--- Work order ---
Lines in the listing below may contain the word "Steuben". State how many do, and nothing more.

--- Provided data ---
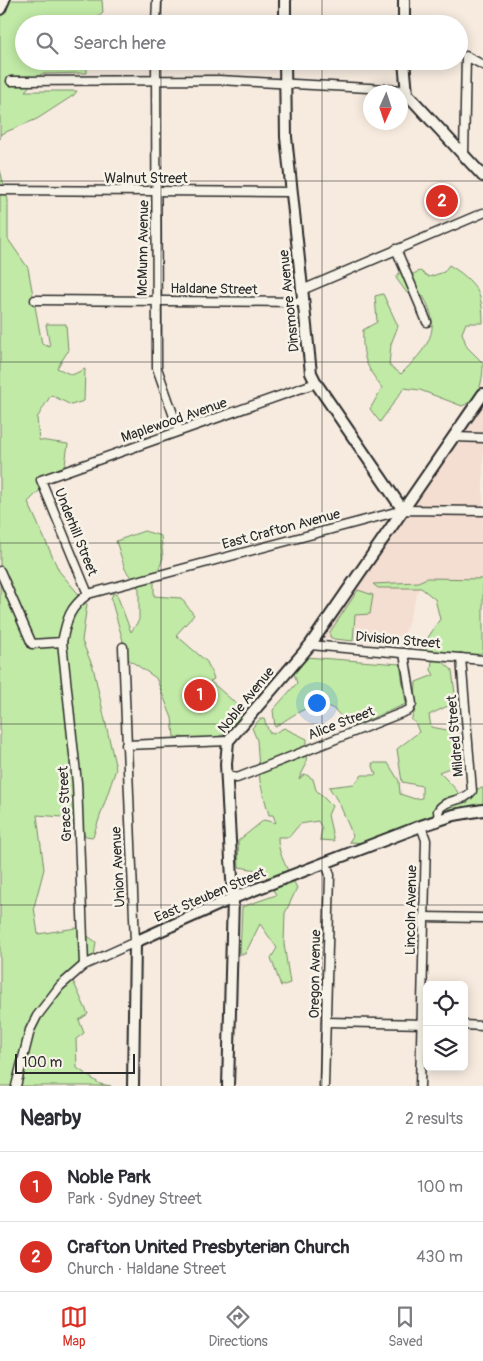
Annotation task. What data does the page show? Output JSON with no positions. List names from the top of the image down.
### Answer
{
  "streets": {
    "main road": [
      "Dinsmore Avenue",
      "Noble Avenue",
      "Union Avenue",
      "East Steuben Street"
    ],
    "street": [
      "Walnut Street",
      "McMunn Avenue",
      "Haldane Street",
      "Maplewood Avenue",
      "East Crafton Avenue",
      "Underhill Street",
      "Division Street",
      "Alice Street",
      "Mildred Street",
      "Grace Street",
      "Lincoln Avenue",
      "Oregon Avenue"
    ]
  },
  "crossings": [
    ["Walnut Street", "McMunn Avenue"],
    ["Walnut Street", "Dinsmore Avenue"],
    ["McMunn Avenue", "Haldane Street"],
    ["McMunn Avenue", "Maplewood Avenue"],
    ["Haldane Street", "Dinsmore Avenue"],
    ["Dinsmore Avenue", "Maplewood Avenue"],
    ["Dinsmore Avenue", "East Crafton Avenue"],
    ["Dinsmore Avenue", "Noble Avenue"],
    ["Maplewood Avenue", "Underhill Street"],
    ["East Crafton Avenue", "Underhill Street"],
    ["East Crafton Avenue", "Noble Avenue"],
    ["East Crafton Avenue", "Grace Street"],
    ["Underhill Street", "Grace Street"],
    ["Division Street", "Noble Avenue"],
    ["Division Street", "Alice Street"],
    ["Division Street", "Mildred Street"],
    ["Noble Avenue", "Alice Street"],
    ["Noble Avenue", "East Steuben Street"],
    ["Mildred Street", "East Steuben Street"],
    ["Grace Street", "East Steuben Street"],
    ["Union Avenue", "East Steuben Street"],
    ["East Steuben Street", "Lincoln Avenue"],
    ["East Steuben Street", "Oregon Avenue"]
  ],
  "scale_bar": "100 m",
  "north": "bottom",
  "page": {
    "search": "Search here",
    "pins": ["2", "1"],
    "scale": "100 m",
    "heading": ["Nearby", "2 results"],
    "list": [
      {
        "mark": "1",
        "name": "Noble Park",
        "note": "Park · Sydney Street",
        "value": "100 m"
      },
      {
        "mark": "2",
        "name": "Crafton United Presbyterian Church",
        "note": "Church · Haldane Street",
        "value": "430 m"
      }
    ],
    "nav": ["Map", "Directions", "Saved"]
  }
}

--- Task answer ---
7